Collected data entries
------------
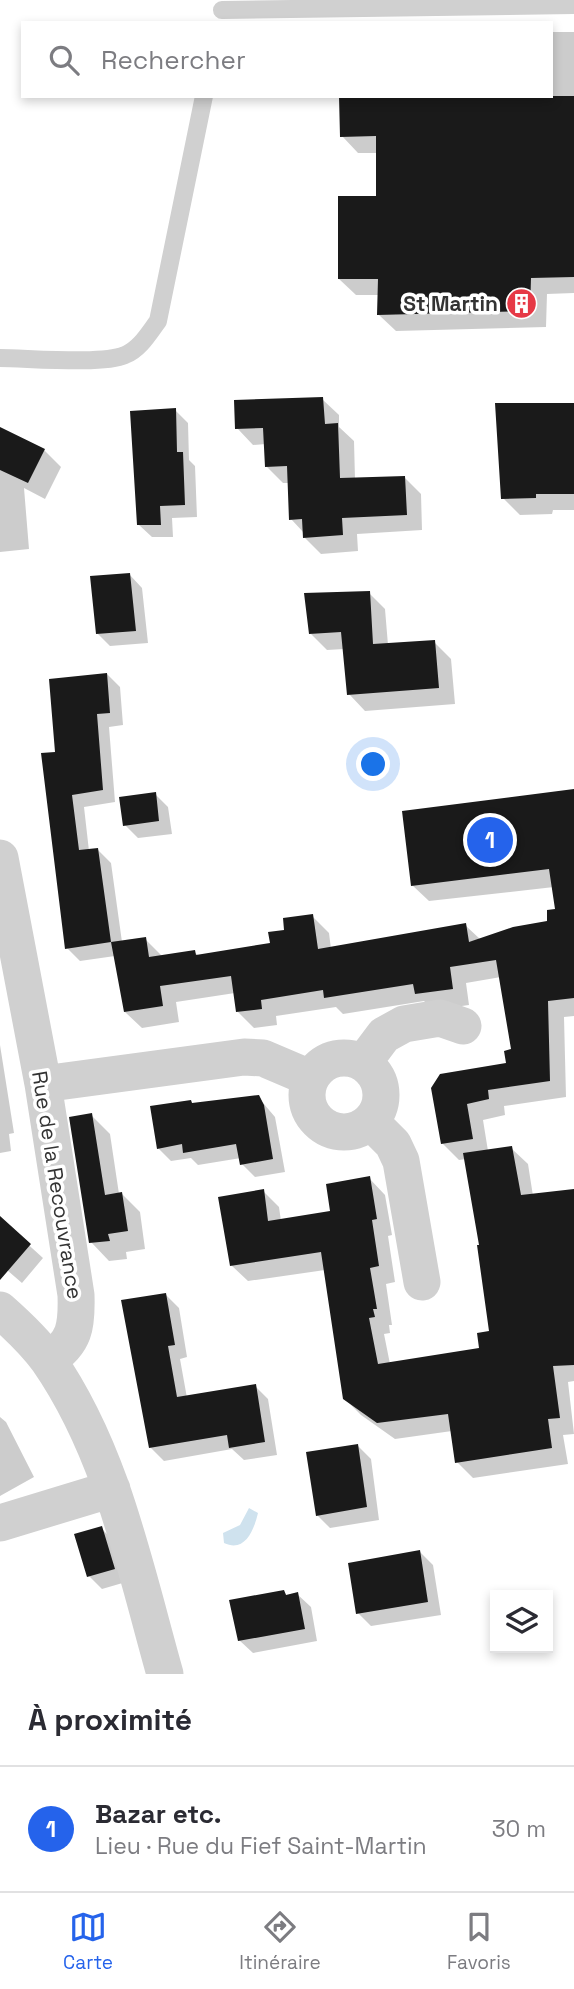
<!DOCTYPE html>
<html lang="fr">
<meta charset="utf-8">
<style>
body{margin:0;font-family:"Space Grotesk",sans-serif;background:#f7f7f7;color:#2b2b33}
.controls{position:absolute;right:21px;bottom:21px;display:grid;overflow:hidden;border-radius:0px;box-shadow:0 4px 10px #0003}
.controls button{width:63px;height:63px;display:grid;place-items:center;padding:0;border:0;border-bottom:2px solid #e1e1e2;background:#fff;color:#2b2b33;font:35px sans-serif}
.you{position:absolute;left:374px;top:765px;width:24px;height:24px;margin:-18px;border:5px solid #fff;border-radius:50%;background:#1a73e8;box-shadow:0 0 0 10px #1a73e833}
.badge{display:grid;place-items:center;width:46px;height:46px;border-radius:50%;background:#2563eb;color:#fff;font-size:23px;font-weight:700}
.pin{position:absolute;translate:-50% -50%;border:4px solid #fff;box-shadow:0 2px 7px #0006}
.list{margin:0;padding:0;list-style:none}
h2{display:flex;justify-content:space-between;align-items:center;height:91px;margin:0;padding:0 28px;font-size:30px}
h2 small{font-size:23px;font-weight:400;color:#7c7c81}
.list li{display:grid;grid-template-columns:46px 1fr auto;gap:21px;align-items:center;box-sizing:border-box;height:126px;padding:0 28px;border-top:2px solid #e1e1e2}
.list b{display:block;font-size:26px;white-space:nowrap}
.list p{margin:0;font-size:23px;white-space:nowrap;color:#7c7c81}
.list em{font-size:23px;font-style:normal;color:#7c7c81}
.icon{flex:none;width:38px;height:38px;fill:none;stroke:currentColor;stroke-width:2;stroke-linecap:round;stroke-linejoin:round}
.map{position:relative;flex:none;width:574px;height:1674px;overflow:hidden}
.search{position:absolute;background:#fff;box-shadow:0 4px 10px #0003;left:21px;right:21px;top:21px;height:77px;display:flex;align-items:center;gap:18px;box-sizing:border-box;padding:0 24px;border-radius:0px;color:#7c7c81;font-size:26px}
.sheet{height:217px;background:#fff}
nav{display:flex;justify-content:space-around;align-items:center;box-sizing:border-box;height:98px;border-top:2px solid #e1e1e2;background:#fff;font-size:19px;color:#7c7c81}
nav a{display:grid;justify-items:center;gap:4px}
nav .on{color:#2563eb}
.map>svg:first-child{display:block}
.water{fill:#cfe2ee}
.shadow{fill:#0003}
.building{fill:#1a1a1a}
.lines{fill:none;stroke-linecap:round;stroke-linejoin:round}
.service{stroke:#d0d0d0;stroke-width:18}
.minor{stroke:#d0d0d0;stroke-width:37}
.labels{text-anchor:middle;stroke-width:7;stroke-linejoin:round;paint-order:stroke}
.poi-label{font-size:21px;font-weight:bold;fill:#333;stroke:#fff;text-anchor:end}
.street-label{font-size:21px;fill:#333;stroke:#fff}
</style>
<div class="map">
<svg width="574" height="1674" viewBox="0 0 574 1674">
<rect width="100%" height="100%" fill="#fff"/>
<path class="water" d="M249 1508 258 1513C254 1530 245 1553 224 1543L223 1533 240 1525Z"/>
<path class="shadow" d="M551 32H574V293L547 294 546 327 396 331 379 315V295H356L339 279 377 197V153H358L342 136 551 96Z
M322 399 339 415V427L354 441 355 479 404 477 421 494 422 530 357 534 358 551 321 554 305 538 304 533 291 519 289 483H283L267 467 266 444 253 445 237 428Z
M574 404V510H553L552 514 520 515 503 498Z
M175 410 188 423 189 460 195 466 197 517 172 518 173 537H152L139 525Z
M0 429 44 450 61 467 45 499 24 488 29 549 0 552Z
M129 574 142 588 148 643 110 646 97 633Z
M369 593 385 609 388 645 434 642 451 659 455 704 365 711 349 694 344 649 327 650 311 634Z
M107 674 120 687 123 725 109 727 115 802 84 807 89 851 98 850 111 863 122 942 145 939 163 957 194 952 199 956 272 944 286 932 312 916 329 933 331 949 465 925 481 940 549 923 557 911 554 887 429 901 412 885 574 791V1016L564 1017 566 1097 504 1106 505 1115 483 1120 488 1151 511 1148 528 1164 533 1196 574 1191V1381L568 1382 574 1434 563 1435 568 1464 473 1478 457 1462 452 1431 395 1439 361 1415 344 1398 325 1270 248 1281 231 1265 263 1191 279 1207 281 1221 332 1213 369 1178 385 1195 392 1235 388 1236 395 1282 386 1284 392 1325H389L390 1333 384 1334 390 1364 481 1349 491 1333 481 1247 466 1159 459 1160 442 1143 433 1088 508 1065 513 1051 501 977 466 983 469 1005 433 1010 424 1001 343 1014 336 1007 276 1016 277 1025 254 1028 237 1011 235 993 176 1002 179 1022 142 1028 125 1012 115 956 80 961 67 948 57 754Z
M155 794 168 807 172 834 138 838 125 825Z
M0 1045 14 1133 9 1134 11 1151 0 1153Z
M258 1097 275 1117 285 1172 255 1177 242 1164 241 1158 198 1165 191 1158 171 1161 158 1148 191 1102 194 1105Z
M91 1115 110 1134 119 1194H122L140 1212 145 1249 126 1252 127 1259 109 1261 91 1242Z
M0 1219 43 1258 22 1283 0 1264Z
M166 1295 179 1308 187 1357 180 1359 187 1398 255 1386 268 1399 277 1455 244 1460 232 1449 164 1461 150 1447Z
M0 1417 6 1422 34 1477 0 1496Z
M358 1446 371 1459 379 1520 330 1528 317 1515Z
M101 1528 114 1541 126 1582 102 1589 89 1576Z
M420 1552 433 1565 441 1615 371 1626 358 1613Z
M284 1592 288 1597 297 1594 311 1607 317 1641 253 1653 239 1640Z"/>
<path class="building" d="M339 96H574V277L531 278 530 311 377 315 378 279H338V196H376V136L340 137Z
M323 397 325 424 338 423 340 478 405 476 407 515 342 518 343 535 303 538 302 519 289 520 287 466 265 467 263 428 235 429 234 400Z
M495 403H574V494H536V498L501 499Z
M176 408 177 452H183L185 505 160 506 161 525H137L130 411Z
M0 427 45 449 28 483 0 470Z
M130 573 136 631 96 634 90 576Z
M370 591 373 644 435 640 439 688 347 695 341 632 309 634 304 593Z
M107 673 110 713 97 714 103 790 72 795 79 850 98 848 111 942 65 949 41 753 55 752 49 679Z
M574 789V998L548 1001 550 1081 488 1090 489 1099 467 1104 473 1139 441 1144 431 1088 440 1074 506 1063 504 1051 511 1049 496 960 450 967 453 989 415 994 413 984 324 998 323 990 261 1000 262 1009 236 1012 231 976 160 986 163 1006 124 1012 111 942 146 937 149 957 195 950 196 955 270 943 268 932 284 930 283 918 313 914 318 949 466 923 469 942 513 927 547 921V910L555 909 549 869 411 886 402 811Z
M156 792 159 821 123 826 119 797Z
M259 1095 264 1105 273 1159 240 1165 236 1144 183 1153 182 1144 157 1149 150 1106 191 1100 192 1103Z
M92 1113 105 1195 122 1192 128 1231 108 1234 110 1241 89 1243 69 1117Z
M512 1146 521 1195 574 1189V1365L553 1366 560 1418 548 1419 552 1448 455 1463 448 1414 377 1423 343 1399 321 1252 230 1266 218 1197 264 1189 268 1221 330 1211 326 1184 370 1176 377 1219 372 1220 379 1266 370 1268 377 1309H373L375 1317 369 1318 378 1364 479 1348 477 1333 489 1331 477 1245H479L463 1153Z
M0 1216 31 1244 0 1280Z
M166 1293 175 1345 168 1346 177 1397 256 1384 265 1442 229 1448 227 1435 149 1448 121 1300Z
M358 1444 367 1507 316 1516 306 1452Z
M102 1526 115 1569 87 1577 74 1534Z
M420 1550 428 1602 356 1614 348 1563Z
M284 1590 286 1595 298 1592 305 1629 238 1641 229 1600Z"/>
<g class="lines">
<path class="service" d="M222 10 574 5
M0 358C27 358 103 365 125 355 140 349 149 333 158 321L204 96"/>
<path class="minor" d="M0 858 43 1084 76 1295C77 1326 75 1343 48 1360
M307 1095a37 37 0 1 1 74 0a37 37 0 1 1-74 0Z
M363 1063 384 1035 404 1024 440 1018 463 1026
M43 1084 244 1057 263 1058 310 1078
M370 1121 393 1144 401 1161 422 1282
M0 1310C17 1325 35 1342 48 1360 112 1452 135 1568 165 1674
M0 1523 112 1489"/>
</g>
<defs>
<symbol id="building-disc" viewBox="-11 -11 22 22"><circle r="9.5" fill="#e63946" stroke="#fff"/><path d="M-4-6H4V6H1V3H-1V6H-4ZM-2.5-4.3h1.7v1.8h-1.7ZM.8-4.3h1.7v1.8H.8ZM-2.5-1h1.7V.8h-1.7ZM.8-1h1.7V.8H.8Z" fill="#fff"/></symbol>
</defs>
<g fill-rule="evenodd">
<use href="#building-disc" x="504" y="286" width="35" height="35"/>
</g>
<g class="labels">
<g class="poi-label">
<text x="498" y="311">St Martin</text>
</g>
<g class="street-label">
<text transform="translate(57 1185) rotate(81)" y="7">Rue de la Recouvrance</text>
</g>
</g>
</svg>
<div class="controls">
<button><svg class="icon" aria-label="layers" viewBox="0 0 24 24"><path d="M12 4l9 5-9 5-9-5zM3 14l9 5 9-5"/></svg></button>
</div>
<div class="you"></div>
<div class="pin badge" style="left:490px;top:840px">1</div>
<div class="search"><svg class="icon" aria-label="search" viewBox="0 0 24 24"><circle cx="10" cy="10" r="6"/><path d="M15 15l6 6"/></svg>Rechercher</div>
</div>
<section class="sheet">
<h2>À proximité<small></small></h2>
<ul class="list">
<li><span class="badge">1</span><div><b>Bazar etc.</b><p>Lieu · Rue du Fief Saint-Martin</p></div><em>30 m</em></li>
</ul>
</section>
<nav>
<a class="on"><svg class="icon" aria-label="map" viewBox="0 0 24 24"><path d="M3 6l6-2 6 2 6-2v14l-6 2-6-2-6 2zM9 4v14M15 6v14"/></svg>Carte</a>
<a><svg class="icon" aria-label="directions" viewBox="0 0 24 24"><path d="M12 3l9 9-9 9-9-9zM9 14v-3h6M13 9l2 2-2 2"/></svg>Itinéraire</a>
<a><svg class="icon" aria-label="saved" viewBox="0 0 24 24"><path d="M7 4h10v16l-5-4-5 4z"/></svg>Favoris</a>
</nav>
------------
Work to complete
In the records above, find the lines holding "solid". Copy each one.

Your response
.controls button{width:63px;height:63px;display:grid;place-items:center;padding:0;border:0;border-bottom:2px solid #e1e1e2;background:#fff;color:#2b2b33;font:35px sans-serif}
.you{position:absolute;left:374px;top:765px;width:24px;height:24px;margin:-18px;border:5px solid #fff;border-radius:50%;background:#1a73e8;box-shadow:0 0 0 10px #1a73e833}
.pin{position:absolute;translate:-50% -50%;border:4px solid #fff;box-shadow:0 2px 7px #0006}
.list li{display:grid;grid-template-columns:46px 1fr auto;gap:21px;align-items:center;box-sizing:border-box;height:126px;padding:0 28px;border-top:2px solid #e1e1e2}
nav{display:flex;justify-content:space-around;align-items:center;box-sizing:border-box;height:98px;border-top:2px solid #e1e1e2;background:#fff;font-size:19px;color:#7c7c81}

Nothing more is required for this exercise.